As @Timothy points out, if your scratch value of SP could be an integer that happens to "point" into the alt stack, the signal dispatch mechanism will assume this is a nested signal and won't modify SP (because in an actual nested-signal case that would overwrite the first signal handler's still in use stack). So you could be one push away from SP going into an unmapped page, unless you allocate twice as much as you need, and only pass the top half to sigaltstack. (Maybe just 2k or 4k for simple signal handlers that return after not doing much).
This should be safe even with nested signals: only the outer-most signal handler can start near the bottom of the alt stack, and use some of the allocated space beyond the actual altstack. Another signal will use space below that, if SP is still within the altstack. Or it will use the top of the altstack if SP has gotten outside the altstack.
Or you can avoid the need for this over-allocation by using SP to hold a pointer to something else that's definitely not the alt stack, if any of your GP registers need to be a pointer. Having it be a valid pointer opens you up to corruption instead of faults if a debugger uses the current SP for something, or if you get the altstack mechanism wrong. But that's just a difference in failure mode: either is catastrophic.
Hardware interrupts save state on the kernel stack, not the user-space stack.
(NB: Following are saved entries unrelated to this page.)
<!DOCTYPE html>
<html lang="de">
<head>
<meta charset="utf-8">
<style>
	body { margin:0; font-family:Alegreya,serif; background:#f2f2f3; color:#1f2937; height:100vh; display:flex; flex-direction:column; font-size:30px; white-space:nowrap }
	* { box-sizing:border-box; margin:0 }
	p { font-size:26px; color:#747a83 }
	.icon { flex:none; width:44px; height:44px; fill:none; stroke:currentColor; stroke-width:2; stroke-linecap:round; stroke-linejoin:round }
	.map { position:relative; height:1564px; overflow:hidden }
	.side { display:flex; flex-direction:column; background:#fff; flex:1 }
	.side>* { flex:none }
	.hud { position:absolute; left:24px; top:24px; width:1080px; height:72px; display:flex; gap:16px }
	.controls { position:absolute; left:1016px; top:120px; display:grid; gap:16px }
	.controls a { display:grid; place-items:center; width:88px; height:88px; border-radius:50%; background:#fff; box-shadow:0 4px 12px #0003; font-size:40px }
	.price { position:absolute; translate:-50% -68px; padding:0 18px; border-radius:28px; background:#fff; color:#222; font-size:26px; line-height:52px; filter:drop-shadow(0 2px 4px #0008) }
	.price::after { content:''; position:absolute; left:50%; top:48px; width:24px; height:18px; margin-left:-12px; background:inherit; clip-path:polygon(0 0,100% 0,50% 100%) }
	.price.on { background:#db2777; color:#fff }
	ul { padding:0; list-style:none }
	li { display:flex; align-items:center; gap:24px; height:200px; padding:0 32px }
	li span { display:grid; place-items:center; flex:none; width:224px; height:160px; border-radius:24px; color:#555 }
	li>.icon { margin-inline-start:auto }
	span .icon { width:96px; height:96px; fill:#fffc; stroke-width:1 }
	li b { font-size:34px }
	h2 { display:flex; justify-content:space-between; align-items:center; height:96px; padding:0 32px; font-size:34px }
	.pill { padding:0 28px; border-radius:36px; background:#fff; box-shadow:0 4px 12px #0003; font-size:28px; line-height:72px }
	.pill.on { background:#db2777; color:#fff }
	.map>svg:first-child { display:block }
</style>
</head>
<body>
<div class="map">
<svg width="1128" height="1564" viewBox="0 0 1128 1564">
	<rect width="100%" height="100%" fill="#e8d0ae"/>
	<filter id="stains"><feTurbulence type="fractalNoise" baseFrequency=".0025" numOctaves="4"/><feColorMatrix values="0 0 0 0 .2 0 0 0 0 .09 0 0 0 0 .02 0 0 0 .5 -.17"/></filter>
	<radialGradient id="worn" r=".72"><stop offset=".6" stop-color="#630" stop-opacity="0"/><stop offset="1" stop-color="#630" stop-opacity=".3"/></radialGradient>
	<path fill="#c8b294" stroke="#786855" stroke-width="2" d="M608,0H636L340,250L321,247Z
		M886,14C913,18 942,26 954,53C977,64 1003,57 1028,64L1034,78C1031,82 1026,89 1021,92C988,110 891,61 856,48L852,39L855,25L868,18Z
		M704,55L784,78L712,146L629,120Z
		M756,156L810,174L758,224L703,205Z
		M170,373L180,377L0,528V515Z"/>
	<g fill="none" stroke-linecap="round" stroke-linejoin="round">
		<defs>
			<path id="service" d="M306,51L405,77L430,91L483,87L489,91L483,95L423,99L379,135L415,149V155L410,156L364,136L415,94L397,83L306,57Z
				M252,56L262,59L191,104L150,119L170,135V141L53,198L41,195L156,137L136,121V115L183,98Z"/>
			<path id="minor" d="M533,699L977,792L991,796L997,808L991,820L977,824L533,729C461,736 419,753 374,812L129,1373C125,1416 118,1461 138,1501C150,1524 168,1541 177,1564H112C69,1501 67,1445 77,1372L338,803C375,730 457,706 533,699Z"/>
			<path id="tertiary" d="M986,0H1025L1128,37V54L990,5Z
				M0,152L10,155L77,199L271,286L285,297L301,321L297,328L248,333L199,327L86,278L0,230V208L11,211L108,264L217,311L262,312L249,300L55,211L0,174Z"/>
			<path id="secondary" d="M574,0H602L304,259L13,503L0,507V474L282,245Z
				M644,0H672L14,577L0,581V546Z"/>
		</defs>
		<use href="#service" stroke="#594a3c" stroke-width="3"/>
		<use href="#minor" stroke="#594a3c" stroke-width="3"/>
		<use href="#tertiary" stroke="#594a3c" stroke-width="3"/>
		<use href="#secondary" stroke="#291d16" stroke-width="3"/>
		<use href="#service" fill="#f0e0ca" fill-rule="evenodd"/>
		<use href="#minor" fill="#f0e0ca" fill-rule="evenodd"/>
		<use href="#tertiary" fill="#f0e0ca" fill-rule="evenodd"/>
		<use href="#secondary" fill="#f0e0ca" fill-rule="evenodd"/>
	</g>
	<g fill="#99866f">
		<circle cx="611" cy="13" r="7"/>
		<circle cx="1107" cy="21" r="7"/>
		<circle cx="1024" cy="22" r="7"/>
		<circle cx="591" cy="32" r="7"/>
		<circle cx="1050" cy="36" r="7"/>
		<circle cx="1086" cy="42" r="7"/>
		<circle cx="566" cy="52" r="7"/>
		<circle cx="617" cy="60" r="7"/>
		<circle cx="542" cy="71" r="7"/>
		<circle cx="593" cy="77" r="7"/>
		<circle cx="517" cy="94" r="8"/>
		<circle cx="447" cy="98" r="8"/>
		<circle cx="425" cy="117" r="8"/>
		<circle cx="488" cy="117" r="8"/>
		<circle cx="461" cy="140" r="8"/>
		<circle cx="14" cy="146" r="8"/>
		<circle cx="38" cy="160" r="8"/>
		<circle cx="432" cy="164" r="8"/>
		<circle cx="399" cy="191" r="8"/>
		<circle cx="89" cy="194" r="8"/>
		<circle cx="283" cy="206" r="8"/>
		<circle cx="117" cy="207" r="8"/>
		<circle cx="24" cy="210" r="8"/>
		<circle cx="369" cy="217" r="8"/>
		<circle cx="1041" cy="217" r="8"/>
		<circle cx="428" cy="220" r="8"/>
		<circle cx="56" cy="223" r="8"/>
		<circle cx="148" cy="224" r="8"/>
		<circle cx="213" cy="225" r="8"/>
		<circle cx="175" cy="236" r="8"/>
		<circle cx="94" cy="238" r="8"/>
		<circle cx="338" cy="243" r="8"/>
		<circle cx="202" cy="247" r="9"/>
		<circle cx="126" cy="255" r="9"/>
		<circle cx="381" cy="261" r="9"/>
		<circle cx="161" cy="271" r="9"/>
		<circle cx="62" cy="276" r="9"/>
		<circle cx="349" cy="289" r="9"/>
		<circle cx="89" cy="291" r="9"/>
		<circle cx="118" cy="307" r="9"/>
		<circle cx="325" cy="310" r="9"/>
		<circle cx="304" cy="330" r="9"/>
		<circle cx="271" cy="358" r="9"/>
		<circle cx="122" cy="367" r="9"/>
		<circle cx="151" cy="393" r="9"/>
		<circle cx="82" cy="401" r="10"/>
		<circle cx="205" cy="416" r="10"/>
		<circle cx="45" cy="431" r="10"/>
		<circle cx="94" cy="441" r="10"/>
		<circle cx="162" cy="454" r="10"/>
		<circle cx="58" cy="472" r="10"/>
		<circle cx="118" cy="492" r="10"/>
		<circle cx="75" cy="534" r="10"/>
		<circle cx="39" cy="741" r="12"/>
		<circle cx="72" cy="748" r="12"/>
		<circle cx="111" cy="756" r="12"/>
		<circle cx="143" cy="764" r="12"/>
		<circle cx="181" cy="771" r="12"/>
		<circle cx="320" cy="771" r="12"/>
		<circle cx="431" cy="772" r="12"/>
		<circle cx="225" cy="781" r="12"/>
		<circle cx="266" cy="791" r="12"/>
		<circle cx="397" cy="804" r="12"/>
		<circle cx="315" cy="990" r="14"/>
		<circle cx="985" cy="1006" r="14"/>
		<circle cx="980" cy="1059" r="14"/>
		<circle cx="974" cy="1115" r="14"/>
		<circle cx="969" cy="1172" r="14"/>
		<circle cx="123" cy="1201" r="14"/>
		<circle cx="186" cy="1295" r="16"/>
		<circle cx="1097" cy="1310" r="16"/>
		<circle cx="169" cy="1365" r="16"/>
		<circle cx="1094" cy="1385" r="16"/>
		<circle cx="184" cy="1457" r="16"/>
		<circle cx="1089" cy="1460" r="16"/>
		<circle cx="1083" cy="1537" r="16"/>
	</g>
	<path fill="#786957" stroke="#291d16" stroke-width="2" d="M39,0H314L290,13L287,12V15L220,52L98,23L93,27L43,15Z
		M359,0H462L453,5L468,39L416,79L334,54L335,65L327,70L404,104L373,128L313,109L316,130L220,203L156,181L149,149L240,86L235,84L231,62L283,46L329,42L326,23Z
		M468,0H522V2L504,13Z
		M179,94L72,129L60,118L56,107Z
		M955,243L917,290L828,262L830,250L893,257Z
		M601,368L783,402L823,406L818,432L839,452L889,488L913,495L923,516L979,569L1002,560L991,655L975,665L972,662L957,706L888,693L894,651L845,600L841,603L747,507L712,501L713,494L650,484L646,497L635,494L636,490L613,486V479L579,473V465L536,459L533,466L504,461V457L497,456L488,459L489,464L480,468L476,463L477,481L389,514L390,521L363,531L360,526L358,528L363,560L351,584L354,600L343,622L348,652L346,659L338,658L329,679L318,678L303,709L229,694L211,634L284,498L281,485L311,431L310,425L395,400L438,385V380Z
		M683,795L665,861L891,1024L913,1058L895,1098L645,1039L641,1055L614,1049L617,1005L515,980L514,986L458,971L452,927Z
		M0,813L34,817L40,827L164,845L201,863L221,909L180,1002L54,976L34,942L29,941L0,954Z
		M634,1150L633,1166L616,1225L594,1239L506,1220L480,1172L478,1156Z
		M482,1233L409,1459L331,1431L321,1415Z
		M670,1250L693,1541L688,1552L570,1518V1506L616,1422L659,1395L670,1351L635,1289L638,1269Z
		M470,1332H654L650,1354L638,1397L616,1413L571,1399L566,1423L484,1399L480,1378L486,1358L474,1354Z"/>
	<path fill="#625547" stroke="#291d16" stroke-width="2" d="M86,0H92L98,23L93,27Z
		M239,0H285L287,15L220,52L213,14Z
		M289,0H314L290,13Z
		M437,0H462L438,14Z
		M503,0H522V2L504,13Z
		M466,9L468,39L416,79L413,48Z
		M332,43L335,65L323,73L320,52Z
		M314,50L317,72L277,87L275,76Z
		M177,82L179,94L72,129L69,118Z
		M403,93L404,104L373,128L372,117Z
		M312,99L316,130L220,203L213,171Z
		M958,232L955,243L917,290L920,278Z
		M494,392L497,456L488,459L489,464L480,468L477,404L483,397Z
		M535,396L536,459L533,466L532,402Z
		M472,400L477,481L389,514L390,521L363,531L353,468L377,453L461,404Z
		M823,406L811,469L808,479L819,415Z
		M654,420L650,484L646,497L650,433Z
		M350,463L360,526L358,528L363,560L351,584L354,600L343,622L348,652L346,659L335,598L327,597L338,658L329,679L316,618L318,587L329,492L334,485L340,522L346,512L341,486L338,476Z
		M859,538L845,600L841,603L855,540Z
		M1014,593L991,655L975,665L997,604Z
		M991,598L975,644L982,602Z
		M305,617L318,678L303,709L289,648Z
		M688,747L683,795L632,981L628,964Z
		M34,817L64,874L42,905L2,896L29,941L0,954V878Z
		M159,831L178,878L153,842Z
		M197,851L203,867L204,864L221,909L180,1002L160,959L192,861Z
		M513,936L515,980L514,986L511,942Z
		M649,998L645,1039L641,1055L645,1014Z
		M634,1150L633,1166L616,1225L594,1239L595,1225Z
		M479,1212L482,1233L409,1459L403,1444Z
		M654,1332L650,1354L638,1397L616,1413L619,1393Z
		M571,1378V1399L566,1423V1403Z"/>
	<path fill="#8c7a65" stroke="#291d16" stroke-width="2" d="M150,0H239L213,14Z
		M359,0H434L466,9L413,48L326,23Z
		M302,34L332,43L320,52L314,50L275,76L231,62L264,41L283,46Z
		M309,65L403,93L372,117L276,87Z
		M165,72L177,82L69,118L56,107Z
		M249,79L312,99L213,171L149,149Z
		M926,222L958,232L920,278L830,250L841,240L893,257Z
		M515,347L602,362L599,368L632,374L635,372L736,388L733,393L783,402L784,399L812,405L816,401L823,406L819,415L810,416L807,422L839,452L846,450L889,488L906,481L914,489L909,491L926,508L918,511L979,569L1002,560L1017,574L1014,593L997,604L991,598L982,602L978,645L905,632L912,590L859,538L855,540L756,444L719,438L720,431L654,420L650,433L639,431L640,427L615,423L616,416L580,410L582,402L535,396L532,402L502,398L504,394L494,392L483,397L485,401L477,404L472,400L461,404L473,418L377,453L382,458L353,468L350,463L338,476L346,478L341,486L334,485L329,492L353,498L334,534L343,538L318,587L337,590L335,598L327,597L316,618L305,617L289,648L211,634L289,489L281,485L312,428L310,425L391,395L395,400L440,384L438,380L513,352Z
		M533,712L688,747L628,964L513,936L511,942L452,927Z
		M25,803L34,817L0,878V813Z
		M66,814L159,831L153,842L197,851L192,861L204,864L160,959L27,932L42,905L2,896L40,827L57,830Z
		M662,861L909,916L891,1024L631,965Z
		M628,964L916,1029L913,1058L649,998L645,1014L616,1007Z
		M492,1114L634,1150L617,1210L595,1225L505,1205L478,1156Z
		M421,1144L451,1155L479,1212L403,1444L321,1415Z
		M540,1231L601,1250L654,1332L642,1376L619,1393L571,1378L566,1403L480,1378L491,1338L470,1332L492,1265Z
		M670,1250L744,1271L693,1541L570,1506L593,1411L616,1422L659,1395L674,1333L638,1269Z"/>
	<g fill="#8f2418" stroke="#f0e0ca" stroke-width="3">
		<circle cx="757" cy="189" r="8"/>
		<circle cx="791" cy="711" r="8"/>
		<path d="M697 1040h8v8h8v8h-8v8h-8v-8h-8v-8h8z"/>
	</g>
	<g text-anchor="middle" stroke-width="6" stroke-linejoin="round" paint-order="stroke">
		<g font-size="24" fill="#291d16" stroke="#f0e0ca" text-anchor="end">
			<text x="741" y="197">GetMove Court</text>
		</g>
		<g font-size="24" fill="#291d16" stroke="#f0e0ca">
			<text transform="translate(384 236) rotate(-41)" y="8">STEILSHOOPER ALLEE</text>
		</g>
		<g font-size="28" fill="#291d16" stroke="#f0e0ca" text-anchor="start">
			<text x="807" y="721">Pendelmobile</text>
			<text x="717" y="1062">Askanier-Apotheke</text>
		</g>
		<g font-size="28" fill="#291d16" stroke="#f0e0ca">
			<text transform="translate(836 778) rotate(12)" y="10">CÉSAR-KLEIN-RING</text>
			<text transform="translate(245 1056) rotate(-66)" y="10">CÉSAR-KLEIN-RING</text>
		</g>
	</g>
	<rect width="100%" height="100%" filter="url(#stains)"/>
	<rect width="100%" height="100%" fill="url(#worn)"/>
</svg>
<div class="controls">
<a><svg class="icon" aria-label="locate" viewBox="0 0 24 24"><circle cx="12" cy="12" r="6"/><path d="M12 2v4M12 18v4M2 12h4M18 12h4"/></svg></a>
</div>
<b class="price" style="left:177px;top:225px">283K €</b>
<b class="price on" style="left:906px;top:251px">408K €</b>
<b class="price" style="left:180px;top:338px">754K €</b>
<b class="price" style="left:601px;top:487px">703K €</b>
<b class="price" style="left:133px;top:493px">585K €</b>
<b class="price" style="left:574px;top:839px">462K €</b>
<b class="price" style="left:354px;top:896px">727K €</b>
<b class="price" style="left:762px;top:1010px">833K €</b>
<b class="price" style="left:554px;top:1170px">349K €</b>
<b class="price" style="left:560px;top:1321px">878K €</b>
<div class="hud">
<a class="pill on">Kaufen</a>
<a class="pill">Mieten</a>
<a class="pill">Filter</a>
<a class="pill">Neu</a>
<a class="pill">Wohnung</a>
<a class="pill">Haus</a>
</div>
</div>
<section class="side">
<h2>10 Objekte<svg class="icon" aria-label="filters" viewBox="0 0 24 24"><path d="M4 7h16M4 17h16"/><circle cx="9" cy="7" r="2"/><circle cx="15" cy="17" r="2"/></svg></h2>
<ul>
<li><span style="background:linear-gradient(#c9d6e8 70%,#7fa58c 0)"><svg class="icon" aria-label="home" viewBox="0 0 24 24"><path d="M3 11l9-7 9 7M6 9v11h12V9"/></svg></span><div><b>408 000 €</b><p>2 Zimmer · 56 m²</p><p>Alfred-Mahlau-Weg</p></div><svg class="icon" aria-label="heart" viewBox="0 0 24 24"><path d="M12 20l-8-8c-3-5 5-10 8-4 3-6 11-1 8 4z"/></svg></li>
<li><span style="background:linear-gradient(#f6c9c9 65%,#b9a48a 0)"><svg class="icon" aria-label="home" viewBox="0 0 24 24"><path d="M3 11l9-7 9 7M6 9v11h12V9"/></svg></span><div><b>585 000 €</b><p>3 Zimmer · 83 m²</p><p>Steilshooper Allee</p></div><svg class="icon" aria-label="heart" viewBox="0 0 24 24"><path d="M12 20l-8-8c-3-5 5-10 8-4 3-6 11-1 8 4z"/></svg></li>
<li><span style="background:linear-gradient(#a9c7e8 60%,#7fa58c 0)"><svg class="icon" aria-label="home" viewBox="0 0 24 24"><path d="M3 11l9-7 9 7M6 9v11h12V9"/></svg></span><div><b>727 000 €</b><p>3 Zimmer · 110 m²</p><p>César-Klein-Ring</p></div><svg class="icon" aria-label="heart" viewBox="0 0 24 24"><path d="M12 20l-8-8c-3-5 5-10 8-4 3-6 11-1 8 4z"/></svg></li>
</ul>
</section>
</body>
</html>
If they used the user stack:
- user-space could crash the OS by having an invalid SP.
- user-space could gain kernel privileges by having another user-space thread modify the kernel's stack data (including return addresses.)
(All user-space threads of a process share the same page table, and can read/write each other's stack mappings.)
Linux/Android is very different from a lightweight RTOS without virtual memory or strict enforcement of privilege separation.